* **EXERCISE AIM**
The lines to repeat are those below from the one containing "margin:0; font-size:39px; white-space:nowrap;" down to the one containing "flex:none; width:66px; height:66px;", both included; reproduce them exactly and nothing else.

::: RAW DATA

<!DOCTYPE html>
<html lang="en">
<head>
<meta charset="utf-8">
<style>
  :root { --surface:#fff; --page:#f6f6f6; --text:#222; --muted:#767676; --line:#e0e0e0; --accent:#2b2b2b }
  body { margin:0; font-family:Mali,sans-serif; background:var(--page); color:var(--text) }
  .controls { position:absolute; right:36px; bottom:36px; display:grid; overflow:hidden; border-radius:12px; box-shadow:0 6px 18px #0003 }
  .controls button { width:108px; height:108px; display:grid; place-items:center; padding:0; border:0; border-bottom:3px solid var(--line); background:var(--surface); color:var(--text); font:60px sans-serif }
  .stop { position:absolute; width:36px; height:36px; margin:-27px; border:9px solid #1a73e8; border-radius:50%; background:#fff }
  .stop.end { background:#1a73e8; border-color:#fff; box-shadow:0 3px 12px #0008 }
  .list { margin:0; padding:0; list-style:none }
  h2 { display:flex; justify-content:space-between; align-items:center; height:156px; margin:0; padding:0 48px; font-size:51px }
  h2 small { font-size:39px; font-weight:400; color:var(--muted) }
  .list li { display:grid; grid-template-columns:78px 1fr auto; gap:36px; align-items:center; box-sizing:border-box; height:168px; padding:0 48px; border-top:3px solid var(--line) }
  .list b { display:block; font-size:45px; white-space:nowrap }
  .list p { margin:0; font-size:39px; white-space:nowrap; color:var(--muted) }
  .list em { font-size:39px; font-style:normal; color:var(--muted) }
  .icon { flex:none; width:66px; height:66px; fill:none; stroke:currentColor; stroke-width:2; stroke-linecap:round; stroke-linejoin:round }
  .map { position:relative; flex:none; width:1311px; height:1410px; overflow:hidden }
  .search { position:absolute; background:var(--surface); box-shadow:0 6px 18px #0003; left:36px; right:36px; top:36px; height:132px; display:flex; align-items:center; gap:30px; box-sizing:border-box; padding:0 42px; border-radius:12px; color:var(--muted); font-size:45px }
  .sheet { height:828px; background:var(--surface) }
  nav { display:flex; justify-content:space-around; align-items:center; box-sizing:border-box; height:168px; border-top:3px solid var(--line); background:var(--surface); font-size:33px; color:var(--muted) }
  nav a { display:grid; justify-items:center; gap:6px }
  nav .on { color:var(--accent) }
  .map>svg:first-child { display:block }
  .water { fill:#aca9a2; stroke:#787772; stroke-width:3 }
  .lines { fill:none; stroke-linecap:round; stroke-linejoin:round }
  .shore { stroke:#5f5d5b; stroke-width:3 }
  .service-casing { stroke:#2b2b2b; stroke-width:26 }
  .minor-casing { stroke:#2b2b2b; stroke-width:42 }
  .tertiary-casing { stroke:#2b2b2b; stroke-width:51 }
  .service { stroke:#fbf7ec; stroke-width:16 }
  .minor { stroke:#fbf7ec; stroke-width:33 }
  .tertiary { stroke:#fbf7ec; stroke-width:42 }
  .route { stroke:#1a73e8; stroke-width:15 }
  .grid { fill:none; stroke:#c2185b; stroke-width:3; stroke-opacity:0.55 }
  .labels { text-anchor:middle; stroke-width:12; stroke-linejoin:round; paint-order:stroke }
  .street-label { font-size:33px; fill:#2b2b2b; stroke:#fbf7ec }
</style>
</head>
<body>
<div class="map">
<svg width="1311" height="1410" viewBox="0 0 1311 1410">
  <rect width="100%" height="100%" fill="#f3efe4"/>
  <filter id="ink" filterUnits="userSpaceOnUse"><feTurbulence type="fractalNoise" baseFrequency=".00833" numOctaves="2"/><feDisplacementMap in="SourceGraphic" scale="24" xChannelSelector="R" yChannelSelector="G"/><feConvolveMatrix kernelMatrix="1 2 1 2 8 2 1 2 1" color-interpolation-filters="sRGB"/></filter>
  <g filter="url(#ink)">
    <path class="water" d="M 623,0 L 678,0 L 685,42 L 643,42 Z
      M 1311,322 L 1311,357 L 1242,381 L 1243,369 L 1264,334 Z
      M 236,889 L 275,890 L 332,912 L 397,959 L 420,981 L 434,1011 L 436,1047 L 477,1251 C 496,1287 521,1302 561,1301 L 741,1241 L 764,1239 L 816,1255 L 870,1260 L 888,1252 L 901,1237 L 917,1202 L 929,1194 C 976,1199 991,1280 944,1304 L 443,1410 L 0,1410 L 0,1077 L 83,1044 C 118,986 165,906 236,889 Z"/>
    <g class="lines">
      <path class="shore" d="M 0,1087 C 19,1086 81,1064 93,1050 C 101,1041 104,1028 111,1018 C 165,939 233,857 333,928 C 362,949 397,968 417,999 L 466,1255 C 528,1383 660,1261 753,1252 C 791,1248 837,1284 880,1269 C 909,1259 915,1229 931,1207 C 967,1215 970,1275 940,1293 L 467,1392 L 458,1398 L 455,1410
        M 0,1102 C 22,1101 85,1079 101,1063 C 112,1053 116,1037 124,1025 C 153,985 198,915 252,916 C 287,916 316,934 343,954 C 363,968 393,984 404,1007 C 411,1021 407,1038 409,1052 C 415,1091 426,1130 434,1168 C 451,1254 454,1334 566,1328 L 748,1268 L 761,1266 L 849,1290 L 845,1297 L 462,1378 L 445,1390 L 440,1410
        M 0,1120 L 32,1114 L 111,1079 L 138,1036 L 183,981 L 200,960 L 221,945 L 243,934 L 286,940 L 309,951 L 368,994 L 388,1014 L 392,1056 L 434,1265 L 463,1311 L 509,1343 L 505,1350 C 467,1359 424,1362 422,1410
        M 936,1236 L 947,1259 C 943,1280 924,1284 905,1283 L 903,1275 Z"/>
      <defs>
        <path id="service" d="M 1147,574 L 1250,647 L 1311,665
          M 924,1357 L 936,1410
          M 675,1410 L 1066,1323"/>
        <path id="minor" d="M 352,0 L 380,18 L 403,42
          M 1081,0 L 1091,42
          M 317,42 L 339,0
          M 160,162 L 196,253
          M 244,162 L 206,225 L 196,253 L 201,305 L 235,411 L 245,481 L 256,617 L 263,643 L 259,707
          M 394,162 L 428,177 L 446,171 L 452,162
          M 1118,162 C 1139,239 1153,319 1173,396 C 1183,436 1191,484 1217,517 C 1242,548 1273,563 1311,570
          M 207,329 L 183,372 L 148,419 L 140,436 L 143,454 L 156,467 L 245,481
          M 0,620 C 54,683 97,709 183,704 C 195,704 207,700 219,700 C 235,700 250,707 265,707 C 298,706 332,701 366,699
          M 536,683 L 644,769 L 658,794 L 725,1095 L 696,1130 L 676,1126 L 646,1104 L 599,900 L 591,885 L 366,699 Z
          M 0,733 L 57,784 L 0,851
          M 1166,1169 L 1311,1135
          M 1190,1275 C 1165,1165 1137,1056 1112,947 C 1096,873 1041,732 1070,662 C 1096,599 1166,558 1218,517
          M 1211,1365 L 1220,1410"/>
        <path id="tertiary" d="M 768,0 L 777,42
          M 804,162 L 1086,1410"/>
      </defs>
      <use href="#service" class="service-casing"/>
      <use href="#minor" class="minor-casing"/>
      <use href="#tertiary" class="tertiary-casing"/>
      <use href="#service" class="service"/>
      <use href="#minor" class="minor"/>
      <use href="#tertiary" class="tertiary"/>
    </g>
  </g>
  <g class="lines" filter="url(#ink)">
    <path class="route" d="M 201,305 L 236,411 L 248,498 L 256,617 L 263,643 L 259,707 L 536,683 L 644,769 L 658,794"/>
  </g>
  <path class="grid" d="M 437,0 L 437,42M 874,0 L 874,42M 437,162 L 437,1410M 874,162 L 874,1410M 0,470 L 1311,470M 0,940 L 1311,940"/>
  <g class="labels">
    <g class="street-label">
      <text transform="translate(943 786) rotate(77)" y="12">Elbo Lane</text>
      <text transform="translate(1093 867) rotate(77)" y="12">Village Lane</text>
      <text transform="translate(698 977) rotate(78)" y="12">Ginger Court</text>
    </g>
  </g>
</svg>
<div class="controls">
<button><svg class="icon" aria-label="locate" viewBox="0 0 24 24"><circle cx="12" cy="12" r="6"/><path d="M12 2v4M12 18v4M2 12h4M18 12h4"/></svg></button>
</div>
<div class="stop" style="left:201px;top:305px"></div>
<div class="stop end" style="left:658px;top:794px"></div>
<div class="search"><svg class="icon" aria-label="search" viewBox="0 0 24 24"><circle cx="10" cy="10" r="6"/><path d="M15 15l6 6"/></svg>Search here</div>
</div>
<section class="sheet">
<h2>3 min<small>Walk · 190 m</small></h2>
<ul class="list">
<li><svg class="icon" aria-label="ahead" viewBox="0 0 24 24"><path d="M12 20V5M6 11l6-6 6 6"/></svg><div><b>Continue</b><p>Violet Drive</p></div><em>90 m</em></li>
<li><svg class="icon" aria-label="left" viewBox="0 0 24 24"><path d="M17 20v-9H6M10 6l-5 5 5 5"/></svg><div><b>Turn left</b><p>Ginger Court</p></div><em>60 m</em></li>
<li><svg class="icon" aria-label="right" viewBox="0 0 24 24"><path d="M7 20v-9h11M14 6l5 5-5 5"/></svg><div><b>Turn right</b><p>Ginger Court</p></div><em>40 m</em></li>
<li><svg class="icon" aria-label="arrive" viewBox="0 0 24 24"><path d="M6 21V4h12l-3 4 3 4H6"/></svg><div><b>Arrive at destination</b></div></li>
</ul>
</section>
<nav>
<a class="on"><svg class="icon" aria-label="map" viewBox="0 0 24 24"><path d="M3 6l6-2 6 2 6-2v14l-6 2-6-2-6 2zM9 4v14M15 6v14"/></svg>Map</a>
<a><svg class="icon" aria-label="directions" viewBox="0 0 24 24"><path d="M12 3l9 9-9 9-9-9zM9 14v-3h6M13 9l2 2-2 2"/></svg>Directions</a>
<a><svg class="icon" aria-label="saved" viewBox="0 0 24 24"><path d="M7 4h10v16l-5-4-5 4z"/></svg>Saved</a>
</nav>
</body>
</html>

::::::

* **RESPONSE TO THIS TASK**
  .list p { margin:0; font-size:39px; white-space:nowrap; color:var(--muted) }
  .list em { font-size:39px; font-style:normal; color:var(--muted) }
  .icon { flex:none; width:66px; height:66px; fill:none; stroke:currentColor; stroke-width:2; stroke-linecap:round; stroke-linejoin:round }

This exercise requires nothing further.